Start of The data

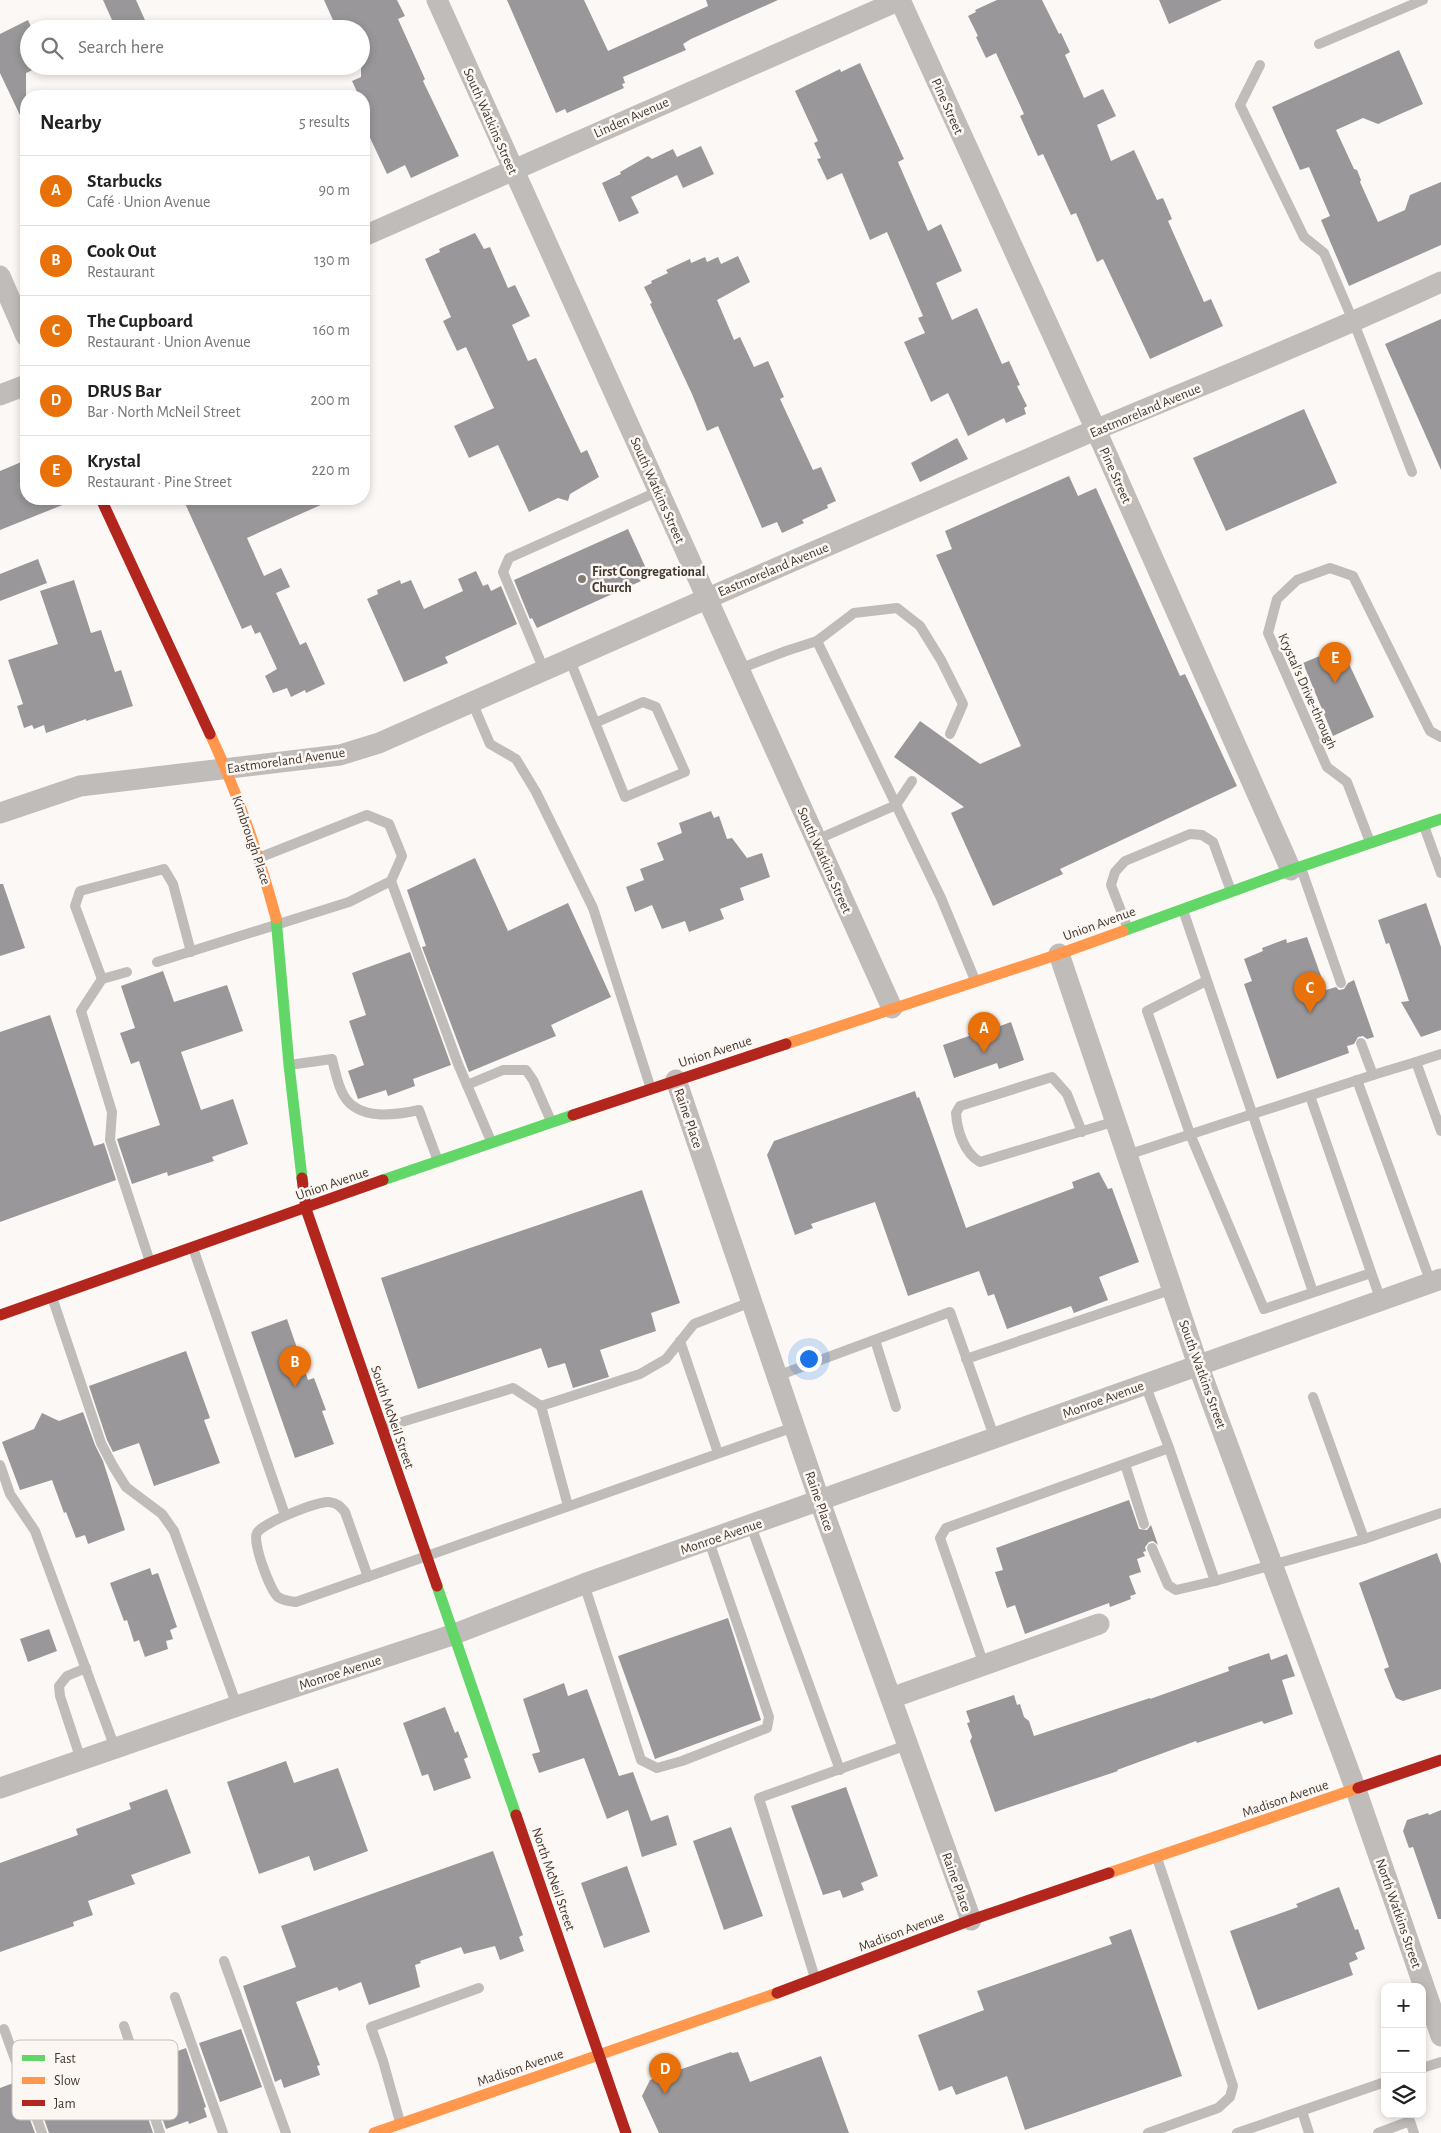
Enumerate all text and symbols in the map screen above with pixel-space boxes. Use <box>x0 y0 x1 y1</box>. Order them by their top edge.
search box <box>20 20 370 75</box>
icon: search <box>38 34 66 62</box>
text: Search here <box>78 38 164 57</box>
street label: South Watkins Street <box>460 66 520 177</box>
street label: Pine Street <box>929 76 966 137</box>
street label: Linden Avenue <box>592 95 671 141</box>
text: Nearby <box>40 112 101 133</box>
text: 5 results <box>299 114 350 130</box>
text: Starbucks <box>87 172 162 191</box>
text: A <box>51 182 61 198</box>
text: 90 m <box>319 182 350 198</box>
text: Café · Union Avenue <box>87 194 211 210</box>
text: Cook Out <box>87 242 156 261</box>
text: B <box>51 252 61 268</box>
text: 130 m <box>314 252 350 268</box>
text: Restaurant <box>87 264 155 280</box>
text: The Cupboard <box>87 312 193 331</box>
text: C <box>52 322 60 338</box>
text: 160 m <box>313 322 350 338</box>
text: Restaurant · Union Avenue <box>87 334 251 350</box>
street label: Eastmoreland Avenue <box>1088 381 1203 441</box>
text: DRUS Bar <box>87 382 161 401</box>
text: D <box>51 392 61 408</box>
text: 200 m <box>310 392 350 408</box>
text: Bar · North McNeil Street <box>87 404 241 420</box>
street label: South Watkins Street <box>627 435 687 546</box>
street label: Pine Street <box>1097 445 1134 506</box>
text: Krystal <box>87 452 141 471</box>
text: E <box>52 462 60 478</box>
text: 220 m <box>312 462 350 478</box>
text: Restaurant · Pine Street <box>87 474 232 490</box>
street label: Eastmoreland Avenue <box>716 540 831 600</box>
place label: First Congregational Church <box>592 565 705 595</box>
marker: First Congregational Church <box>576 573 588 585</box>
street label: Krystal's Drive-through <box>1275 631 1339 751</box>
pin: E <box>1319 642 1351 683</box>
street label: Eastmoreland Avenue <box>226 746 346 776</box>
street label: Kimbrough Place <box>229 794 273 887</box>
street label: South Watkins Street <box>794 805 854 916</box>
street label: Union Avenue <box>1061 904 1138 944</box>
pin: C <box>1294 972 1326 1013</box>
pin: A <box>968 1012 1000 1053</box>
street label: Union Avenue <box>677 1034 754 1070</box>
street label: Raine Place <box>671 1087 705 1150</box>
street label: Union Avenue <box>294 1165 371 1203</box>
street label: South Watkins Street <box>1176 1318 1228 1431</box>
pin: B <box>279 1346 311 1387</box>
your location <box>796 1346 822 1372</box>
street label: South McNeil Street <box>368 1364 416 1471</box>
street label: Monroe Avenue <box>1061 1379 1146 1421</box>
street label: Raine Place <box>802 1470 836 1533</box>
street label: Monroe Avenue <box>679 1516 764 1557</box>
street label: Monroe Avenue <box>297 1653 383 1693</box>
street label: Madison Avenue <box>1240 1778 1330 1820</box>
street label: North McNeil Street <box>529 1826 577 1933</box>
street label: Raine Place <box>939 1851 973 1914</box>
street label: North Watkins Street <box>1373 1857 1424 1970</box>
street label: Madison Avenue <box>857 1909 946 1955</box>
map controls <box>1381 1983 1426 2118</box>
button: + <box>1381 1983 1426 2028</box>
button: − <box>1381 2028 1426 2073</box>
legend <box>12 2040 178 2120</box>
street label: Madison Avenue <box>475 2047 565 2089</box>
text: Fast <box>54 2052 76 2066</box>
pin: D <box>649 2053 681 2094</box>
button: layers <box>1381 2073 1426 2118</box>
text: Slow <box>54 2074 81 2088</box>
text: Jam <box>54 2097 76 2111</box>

End of The data

- Requirement -
Please set the data above down exactly, with the pictures removed.

- Solution to the problem -
Enumerate all text and symbols in the map screen above with pixel-space boxes. Use <box>x0 y0 x1 y1</box>. Order them by their top edge.
search box <box>20 20 370 75</box>
icon: search <box>38 34 66 62</box>
text: Search here <box>78 38 164 57</box>
street label: South Watkins Street <box>460 66 520 177</box>
street label: Pine Street <box>929 76 966 137</box>
street label: Linden Avenue <box>592 95 671 141</box>
text: Nearby <box>40 112 101 133</box>
text: 5 results <box>299 114 350 130</box>
text: Starbucks <box>87 172 162 191</box>
text: A <box>51 182 61 198</box>
text: 90 m <box>319 182 350 198</box>
text: Café · Union Avenue <box>87 194 211 210</box>
text: Cook Out <box>87 242 156 261</box>
text: B <box>51 252 61 268</box>
text: 130 m <box>314 252 350 268</box>
text: Restaurant <box>87 264 155 280</box>
text: The Cupboard <box>87 312 193 331</box>
text: C <box>52 322 60 338</box>
text: 160 m <box>313 322 350 338</box>
text: Restaurant · Union Avenue <box>87 334 251 350</box>
street label: Eastmoreland Avenue <box>1088 381 1203 441</box>
text: DRUS Bar <box>87 382 161 401</box>
text: D <box>51 392 61 408</box>
text: 200 m <box>310 392 350 408</box>
text: Bar · North McNeil Street <box>87 404 241 420</box>
street label: South Watkins Street <box>627 435 687 546</box>
street label: Pine Street <box>1097 445 1134 506</box>
text: Krystal <box>87 452 141 471</box>
text: E <box>52 462 60 478</box>
text: 220 m <box>312 462 350 478</box>
text: Restaurant · Pine Street <box>87 474 232 490</box>
street label: Eastmoreland Avenue <box>716 540 831 600</box>
place label: First Congregational Church <box>592 565 705 595</box>
marker: First Congregational Church <box>576 573 588 585</box>
street label: Krystal's Drive-through <box>1275 631 1339 751</box>
pin: E <box>1319 642 1351 683</box>
street label: Eastmoreland Avenue <box>226 746 346 776</box>
street label: Kimbrough Place <box>229 794 273 887</box>
street label: South Watkins Street <box>794 805 854 916</box>
street label: Union Avenue <box>1061 904 1138 944</box>
pin: C <box>1294 972 1326 1013</box>
pin: A <box>968 1012 1000 1053</box>
street label: Union Avenue <box>677 1034 754 1070</box>
street label: Raine Place <box>671 1087 705 1150</box>
street label: Union Avenue <box>294 1165 371 1203</box>
street label: South Watkins Street <box>1176 1318 1228 1431</box>
pin: B <box>279 1346 311 1387</box>
your location <box>796 1346 822 1372</box>
street label: South McNeil Street <box>368 1364 416 1471</box>
street label: Monroe Avenue <box>1061 1379 1146 1421</box>
street label: Raine Place <box>802 1470 836 1533</box>
street label: Monroe Avenue <box>679 1516 764 1557</box>
street label: Monroe Avenue <box>297 1653 383 1693</box>
street label: Madison Avenue <box>1240 1778 1330 1820</box>
street label: North McNeil Street <box>529 1826 577 1933</box>
street label: Raine Place <box>939 1851 973 1914</box>
street label: North Watkins Street <box>1373 1857 1424 1970</box>
street label: Madison Avenue <box>857 1909 946 1955</box>
map controls <box>1381 1983 1426 2118</box>
button: + <box>1381 1983 1426 2028</box>
button: − <box>1381 2028 1426 2073</box>
legend <box>12 2040 178 2120</box>
street label: Madison Avenue <box>475 2047 565 2089</box>
text: Fast <box>54 2052 76 2066</box>
pin: D <box>649 2053 681 2094</box>
button: layers <box>1381 2073 1426 2118</box>
text: Slow <box>54 2074 81 2088</box>
text: Jam <box>54 2097 76 2111</box>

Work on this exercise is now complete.